Abstract

Background: Racial and ethnic disparities in stroke exist across the continuum of care, including prehospital care. The impact of Mobile Stroke Units (MSUs) on racial disparities in thrombolytic treatment metrics is not reported. Methods: A pre-specified sub-study of ischemic stroke patients enrolled in BEST-MSU was conducted. MSU and standard management (SM) groups were divided into Non-Hispanic White (NHW), Non-Hispanic Black (NHB), and Hispanic (H) cohorts. Other racial groups were excluded (small n). Primary outcome was last seen normal to tPA time . Secondary outcomes included 90-day utility-weighted modified Rankin Scale (uw-mRS), functional independence (mRS 0-1), and mortality. Results: A total of 1420 patients were included: 557 NHW, 586 NHB, and 277 H. NHB and H groups were younger, had lower education, and higher proportions uninsured. In SM, NHB and H patients received slower care and less frequent tPA compared to NHW (Table 1). In contrast, MSU management reduced time to treatment (19 min NHW vs 46.5 min NHB vs 46 min H; p=<0.001) in NHB and H, and led to more frequent tPA (13% more NHW, 11% more NHB, 25% more H) in H. MSU management was associated with better uw-mRS across all groups (Figure 1).
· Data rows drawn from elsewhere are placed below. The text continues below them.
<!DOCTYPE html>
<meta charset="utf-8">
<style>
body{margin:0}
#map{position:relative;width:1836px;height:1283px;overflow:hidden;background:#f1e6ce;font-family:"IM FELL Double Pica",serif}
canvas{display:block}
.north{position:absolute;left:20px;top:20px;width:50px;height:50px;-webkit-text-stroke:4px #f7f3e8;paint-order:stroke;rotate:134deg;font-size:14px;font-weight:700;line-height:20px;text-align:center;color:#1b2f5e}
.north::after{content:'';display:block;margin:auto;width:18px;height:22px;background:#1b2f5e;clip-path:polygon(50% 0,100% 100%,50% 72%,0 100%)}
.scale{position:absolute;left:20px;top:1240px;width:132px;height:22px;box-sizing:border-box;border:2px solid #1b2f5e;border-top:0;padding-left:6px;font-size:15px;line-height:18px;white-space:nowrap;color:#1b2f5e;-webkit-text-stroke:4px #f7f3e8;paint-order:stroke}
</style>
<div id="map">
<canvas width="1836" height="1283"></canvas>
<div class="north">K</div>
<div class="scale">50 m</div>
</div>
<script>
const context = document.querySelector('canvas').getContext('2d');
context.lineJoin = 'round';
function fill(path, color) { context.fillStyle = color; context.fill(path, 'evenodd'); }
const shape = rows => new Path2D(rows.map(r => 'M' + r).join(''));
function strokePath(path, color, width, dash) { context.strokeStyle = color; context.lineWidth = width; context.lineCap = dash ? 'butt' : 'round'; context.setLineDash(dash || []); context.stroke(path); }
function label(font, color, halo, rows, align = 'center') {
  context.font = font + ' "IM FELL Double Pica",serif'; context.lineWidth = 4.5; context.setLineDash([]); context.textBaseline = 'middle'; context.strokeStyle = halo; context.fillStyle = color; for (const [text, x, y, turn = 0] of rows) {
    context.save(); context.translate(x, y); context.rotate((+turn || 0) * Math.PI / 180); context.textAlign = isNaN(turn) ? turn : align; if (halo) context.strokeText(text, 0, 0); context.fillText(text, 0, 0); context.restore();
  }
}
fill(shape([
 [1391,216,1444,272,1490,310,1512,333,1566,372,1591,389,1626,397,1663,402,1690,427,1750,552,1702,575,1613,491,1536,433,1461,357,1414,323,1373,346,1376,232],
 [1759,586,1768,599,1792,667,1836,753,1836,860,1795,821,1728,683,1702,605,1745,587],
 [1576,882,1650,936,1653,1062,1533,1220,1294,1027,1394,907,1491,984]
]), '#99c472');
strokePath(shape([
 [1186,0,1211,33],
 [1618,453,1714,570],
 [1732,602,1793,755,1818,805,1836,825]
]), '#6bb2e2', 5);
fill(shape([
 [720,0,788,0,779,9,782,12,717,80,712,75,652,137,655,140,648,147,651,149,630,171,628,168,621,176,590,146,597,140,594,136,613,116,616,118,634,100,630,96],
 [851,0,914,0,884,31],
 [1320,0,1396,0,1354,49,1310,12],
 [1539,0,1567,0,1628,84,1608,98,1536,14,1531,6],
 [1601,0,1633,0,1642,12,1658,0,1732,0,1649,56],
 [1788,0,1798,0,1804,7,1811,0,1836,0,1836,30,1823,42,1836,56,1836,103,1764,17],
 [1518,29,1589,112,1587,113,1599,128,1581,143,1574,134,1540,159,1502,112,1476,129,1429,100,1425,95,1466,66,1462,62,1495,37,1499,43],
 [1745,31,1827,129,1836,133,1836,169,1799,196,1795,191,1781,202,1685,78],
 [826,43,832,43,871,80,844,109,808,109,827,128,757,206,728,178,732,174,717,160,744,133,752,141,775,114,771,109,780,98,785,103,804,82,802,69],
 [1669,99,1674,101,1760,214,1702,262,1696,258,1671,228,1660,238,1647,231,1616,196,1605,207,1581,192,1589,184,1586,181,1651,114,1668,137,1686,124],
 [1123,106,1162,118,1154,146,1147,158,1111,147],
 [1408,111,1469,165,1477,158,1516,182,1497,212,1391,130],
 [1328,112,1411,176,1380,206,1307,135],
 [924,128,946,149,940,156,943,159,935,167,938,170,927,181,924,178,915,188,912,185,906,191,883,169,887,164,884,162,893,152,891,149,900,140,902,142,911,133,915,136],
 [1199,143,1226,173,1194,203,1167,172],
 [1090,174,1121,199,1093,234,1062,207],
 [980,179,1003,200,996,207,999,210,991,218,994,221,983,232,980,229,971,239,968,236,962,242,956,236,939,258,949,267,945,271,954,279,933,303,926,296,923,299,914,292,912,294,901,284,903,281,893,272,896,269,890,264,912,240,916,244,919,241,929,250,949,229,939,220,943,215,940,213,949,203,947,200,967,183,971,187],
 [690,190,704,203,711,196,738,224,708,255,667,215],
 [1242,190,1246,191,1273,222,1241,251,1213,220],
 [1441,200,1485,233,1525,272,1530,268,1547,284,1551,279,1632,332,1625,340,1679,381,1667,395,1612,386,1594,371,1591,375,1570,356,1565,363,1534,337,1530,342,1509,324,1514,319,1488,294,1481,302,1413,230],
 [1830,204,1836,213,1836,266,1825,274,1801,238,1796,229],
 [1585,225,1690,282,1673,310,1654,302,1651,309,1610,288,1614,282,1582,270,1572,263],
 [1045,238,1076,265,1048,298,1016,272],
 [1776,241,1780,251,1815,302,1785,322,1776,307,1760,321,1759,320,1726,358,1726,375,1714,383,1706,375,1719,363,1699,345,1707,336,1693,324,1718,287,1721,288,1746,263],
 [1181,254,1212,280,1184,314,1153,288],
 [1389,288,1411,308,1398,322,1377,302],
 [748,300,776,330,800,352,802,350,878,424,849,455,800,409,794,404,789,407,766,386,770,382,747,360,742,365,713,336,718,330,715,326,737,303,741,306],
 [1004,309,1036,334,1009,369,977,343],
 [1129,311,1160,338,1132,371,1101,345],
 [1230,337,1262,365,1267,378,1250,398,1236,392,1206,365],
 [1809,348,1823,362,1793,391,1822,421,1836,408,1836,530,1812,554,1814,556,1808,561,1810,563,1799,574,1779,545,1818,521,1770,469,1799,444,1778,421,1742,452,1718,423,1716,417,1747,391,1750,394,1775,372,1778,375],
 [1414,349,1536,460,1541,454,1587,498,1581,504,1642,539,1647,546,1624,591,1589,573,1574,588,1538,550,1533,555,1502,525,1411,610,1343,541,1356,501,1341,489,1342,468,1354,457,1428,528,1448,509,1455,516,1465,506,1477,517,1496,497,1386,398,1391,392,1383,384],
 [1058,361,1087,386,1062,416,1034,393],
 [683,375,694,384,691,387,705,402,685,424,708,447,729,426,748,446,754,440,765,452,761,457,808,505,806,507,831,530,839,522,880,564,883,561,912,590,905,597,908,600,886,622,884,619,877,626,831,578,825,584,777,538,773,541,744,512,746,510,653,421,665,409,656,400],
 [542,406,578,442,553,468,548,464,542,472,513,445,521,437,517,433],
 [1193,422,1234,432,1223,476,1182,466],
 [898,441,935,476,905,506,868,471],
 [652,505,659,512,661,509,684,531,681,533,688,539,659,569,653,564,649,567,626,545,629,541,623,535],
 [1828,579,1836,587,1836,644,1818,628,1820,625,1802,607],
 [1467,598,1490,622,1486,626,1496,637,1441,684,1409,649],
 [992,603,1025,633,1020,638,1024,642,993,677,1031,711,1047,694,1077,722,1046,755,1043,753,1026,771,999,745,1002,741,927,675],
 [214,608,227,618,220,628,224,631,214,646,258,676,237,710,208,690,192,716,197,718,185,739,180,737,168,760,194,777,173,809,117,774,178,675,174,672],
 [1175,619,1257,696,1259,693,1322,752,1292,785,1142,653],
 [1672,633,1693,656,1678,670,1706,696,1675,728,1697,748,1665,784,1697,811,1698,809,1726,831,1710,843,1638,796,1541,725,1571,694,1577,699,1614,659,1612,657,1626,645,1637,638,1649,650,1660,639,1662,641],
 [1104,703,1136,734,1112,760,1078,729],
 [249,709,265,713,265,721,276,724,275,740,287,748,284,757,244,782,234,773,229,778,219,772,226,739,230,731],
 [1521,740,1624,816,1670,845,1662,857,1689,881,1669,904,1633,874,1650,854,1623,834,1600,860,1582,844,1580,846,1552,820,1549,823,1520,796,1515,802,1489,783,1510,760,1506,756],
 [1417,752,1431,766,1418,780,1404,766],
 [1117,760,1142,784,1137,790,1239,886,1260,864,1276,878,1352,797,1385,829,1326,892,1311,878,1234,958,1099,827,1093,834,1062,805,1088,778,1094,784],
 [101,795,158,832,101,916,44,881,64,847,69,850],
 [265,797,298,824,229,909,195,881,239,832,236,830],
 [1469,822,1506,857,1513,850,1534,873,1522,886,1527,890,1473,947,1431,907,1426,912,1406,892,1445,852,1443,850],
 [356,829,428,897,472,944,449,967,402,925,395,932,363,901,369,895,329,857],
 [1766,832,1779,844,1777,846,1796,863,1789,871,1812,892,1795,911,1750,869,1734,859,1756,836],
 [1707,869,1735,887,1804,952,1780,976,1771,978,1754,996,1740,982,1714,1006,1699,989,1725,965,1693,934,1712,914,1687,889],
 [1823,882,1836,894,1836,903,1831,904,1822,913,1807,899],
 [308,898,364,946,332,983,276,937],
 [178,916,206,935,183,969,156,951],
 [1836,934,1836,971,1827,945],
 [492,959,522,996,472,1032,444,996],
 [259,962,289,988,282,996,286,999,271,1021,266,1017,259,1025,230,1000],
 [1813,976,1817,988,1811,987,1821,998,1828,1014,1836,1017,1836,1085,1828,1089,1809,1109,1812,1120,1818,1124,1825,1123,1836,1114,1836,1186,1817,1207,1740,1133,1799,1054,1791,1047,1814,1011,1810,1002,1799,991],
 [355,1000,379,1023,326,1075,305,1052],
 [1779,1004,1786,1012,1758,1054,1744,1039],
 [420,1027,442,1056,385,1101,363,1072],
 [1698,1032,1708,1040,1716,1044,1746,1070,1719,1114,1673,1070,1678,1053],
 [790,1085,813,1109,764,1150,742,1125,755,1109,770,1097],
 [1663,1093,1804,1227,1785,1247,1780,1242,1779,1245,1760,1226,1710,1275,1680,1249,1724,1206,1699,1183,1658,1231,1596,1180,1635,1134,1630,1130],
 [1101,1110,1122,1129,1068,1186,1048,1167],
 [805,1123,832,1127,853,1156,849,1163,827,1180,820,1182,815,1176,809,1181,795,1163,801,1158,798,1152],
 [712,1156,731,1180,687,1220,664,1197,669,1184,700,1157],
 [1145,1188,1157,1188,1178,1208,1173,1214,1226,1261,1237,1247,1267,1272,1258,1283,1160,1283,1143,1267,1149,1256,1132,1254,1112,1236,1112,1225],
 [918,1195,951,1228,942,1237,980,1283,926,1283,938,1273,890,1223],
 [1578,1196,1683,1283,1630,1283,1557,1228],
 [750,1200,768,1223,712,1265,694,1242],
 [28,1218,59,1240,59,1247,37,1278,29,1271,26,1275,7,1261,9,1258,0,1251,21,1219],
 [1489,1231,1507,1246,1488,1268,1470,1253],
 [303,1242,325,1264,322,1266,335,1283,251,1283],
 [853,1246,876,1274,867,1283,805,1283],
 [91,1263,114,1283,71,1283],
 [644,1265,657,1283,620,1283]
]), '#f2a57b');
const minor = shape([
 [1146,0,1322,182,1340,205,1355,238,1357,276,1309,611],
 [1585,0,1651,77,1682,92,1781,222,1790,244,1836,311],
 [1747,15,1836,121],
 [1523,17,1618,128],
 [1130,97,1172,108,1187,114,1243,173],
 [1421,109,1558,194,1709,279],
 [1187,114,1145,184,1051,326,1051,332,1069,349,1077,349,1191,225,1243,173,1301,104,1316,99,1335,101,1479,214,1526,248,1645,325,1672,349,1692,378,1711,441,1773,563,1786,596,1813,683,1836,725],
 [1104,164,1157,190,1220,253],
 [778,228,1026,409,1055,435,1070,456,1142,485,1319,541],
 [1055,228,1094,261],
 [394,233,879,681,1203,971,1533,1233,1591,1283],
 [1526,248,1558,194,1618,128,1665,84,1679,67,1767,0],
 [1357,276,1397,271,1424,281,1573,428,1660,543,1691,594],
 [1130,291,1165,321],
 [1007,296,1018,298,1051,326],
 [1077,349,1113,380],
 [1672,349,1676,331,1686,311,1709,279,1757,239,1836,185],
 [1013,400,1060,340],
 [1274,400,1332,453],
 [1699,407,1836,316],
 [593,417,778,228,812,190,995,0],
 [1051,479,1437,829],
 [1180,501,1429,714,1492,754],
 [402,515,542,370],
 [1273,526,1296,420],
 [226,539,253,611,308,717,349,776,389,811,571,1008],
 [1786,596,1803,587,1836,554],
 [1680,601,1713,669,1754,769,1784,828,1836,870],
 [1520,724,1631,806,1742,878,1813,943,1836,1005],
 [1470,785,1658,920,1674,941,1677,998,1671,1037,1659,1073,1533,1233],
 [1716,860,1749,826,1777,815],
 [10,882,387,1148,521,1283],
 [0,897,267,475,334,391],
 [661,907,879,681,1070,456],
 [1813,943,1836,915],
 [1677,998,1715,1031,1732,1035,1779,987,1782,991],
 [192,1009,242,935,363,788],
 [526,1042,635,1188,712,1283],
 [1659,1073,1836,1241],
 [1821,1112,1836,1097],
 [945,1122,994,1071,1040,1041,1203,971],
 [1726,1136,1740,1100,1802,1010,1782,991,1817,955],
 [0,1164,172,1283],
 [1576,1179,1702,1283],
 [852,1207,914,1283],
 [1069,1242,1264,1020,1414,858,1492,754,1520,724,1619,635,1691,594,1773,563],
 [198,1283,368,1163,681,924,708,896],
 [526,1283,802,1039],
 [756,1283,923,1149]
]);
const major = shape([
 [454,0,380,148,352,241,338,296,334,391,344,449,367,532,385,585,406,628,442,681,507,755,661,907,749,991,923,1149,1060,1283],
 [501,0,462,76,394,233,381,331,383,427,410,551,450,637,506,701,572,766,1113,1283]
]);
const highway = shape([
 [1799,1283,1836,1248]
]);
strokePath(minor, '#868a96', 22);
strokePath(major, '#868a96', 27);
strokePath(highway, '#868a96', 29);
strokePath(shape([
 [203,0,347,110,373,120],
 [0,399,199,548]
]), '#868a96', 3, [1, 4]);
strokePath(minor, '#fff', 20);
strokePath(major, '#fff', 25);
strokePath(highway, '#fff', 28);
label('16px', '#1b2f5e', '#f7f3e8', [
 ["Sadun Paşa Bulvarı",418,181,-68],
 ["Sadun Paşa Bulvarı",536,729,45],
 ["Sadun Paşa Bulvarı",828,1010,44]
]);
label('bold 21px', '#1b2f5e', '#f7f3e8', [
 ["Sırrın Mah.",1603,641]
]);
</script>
More functional independence was seen in NHW and NHB (adjusted OR NHW 1.79 [1.10-2.95] p=0.019; NHB 2.13 [1.38-3.33] p=0.0007). Mortality benefit was seen in H (p=0.03). Conclusion: MSUs overcome known disparities in thrombolytic utilization and treatment metrics in Non-Hispanic Black and Hispanic groups. Further studies are needed to evaluate care inequities that are overcome through integration of a MSU into the prehospital setting.